BMLI president and Hanszen College sophomore Jeremiah Murrell, who participated in decorating the float, said he believes there is an administrative lack of effort towards MLK day festivities, which is symbolic of how the Rice administration treats issues of diversity. Williams Laforest said issues involving Rice’s multicultural center are another sign of what he sees as a larger issue.

“The administration that’s not part of this culture doesn’t really stick its neck out to engage with it,” Williams Laforest, a Jones sophomore, said. “It’s just something that they delegate so they can keep up that sort of pristine Rice image of diversity and inclusion.”

The vigil

Williams Laforest said he was disappointed Leebron did not attend the MLK vigil held in Rice’s chapel on Sunday evening.

“White faculty don't really make an effort to deal with multicultural matters and they kind of just push it to minority faculty,” Williams Laforest said. “In terms of people who actually organize things it's only the minority faculty, so tell Leebron to actually do something.”

According to B.J Almond, Rice's senior director of News and Media Relations, Provost Marie Lynn Miranda, Dean of Undergraduates John Hutchinson and Associate Provost Roland Smith were all attended the vigil.

Leebron said he has attended the MLK vigil and program in the past when he was invited and his schedule allowed him to do so. He said he commended both the BSA and the Association of Rice University Black Alumni for organizing the vigil and looked forward to attending in future years, schedule permitting.

“Unfortunately, I was not directly contacted about the event this year to request that I speak or otherwise attend, nor did my office receive a timely request to reserve the date,” Leebron said. “As the vigil was not held on Martin Luther King Day as it was last year, I had made other plans for Sunday.”

West said BSA president Missy Lollis resigned just before the MLK vigil and parade. Lollis, a Sid Richardson College junior, could not be reached for comment at the time of publication regarding her reason for resignation.

“The BSA was scrambling to pull everything together especially since the holiday fell a little earlier this year,” West said. “The event turned out well, however, in the midst of everything as an oversight the group failed to invite President Leebron.”

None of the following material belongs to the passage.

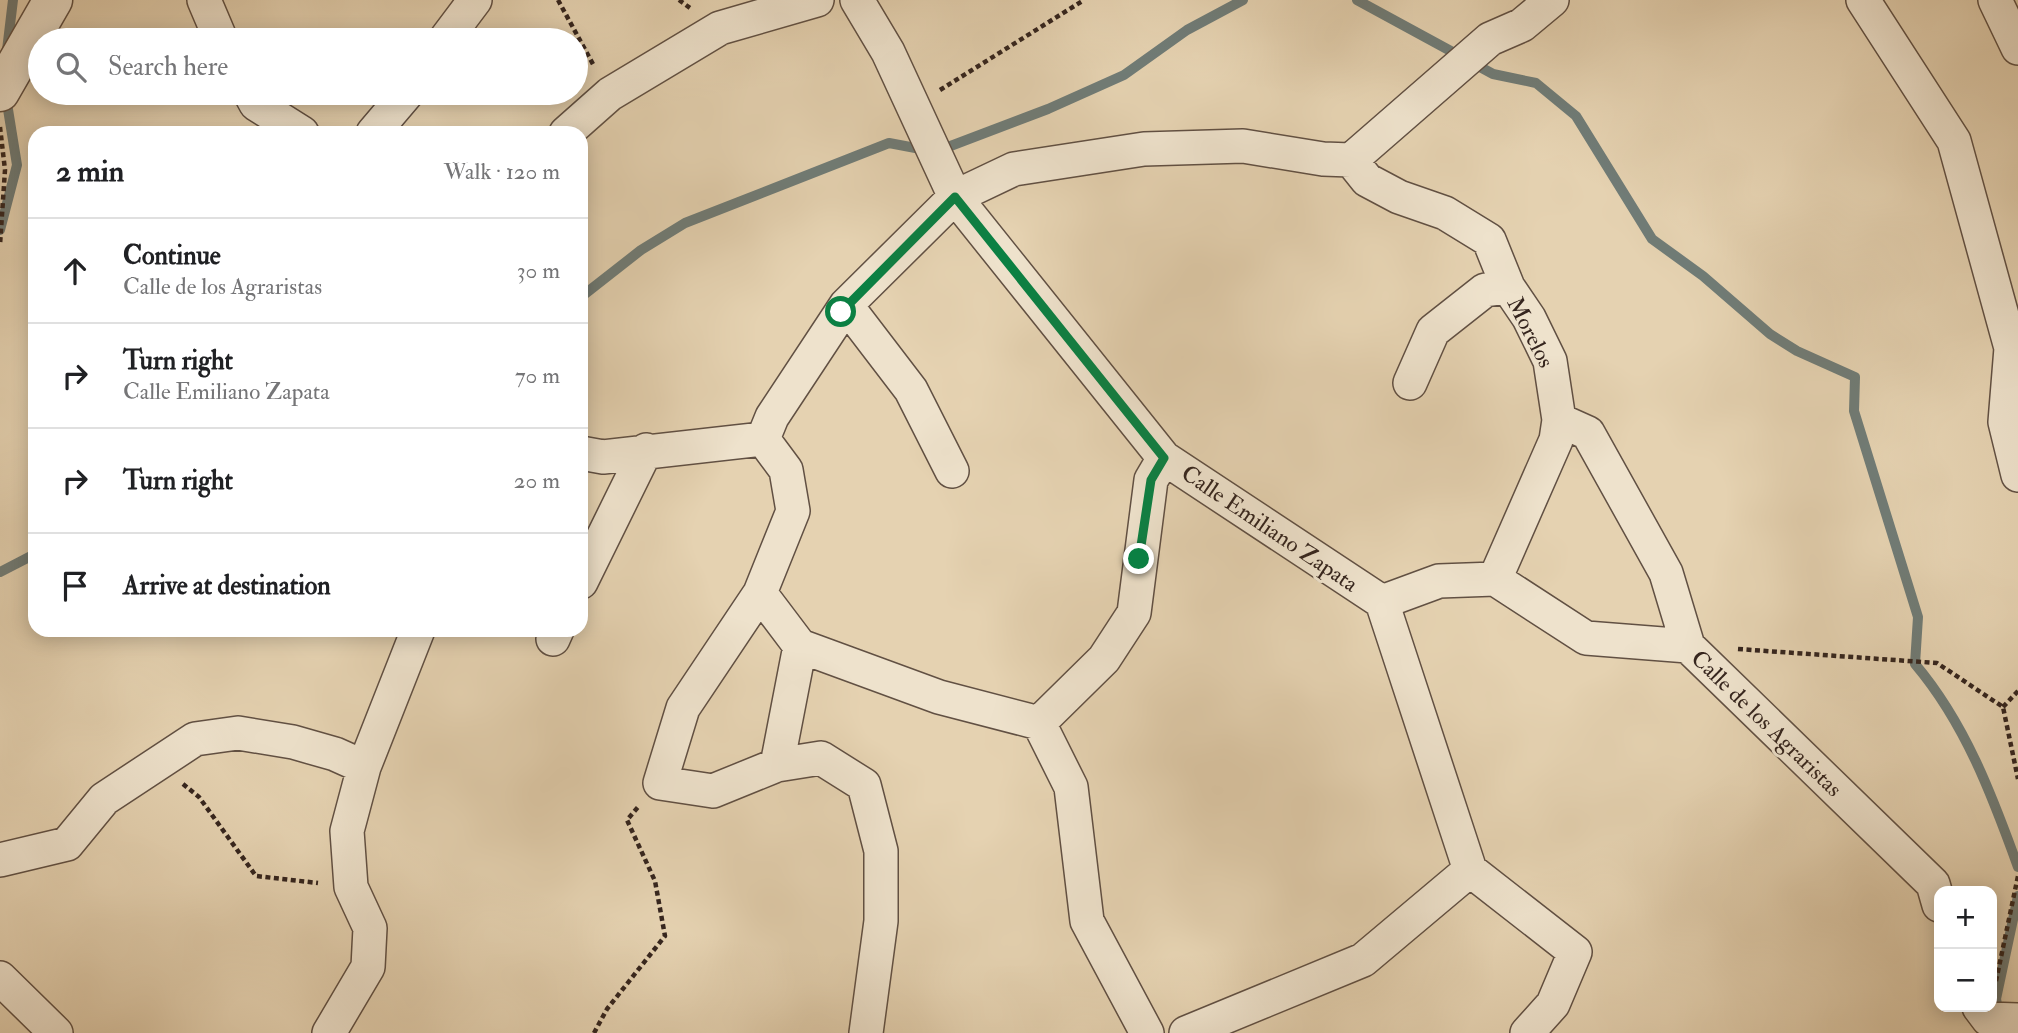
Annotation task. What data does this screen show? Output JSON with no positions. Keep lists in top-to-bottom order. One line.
{"streets":{"street":["Morelos","Calle Emiliano Zapata","Calle de los Agraristas"]},"crossings":[["Morelos","Calle de los Agraristas"]],"page":{"search":"Search here","heading":["2 min","Walk · 120 m"],"list":[["Continue","Calle de los Agraristas","30 m"],["Turn right","Calle Emiliano Zapata","70 m"],["Turn right","20 m"],"Arrive at destination"],"map_buttons":["+","−"]}}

The MLK vigil and program held Sunday evening at the Rice Memorial Chapel by the BSA, the BMLI and Multicultural Community Relations in the Office of Public Affairs, was titled “Where Do We Go From Here?”

Nhedrick Jabier, a 10-year-old and third-place winner of the 2018 MLK Jr. Oratory Competition, delivered “A Salute to Dr. King,” asking those in attendance to listen as he shared his dream for today’s world.

“I dream a possible dream today,” Jabier said. “A world in which so-called privileges disappear and people are compensated by their hard work and perseverance. That’s my dream for today’s world. A possible dream.”

Following Jabier, a panel of Rice professors, student leaders and Pretta VanDible Stallworth from the Houston Community College Board of Trustees shared their thoughts on MLK.

“The way I see Martin Luther King is like a spark,” Sydney Gibson, panelist and president of the Rice University Graduate Student Association, said. “I see him as the start, but I think a lot of people see him as the finish, as the goal, like we made it. I see Dr. King as the momentum moving forward.”

Justin Onwenu, panelist and Rice Student Association president, said that while progress has been made, there is more work to be done.

“I think we have to be careful moving forward about confusing tolerance with power and progress,” Onwenu, a Sid Richardson College senior, said.

This article has been updated to reflect that Provost Marie Lynn Miranda, Dean of Undergraduates John Hutchinson and Associate Provost Roland Smith attended the MLK vigil.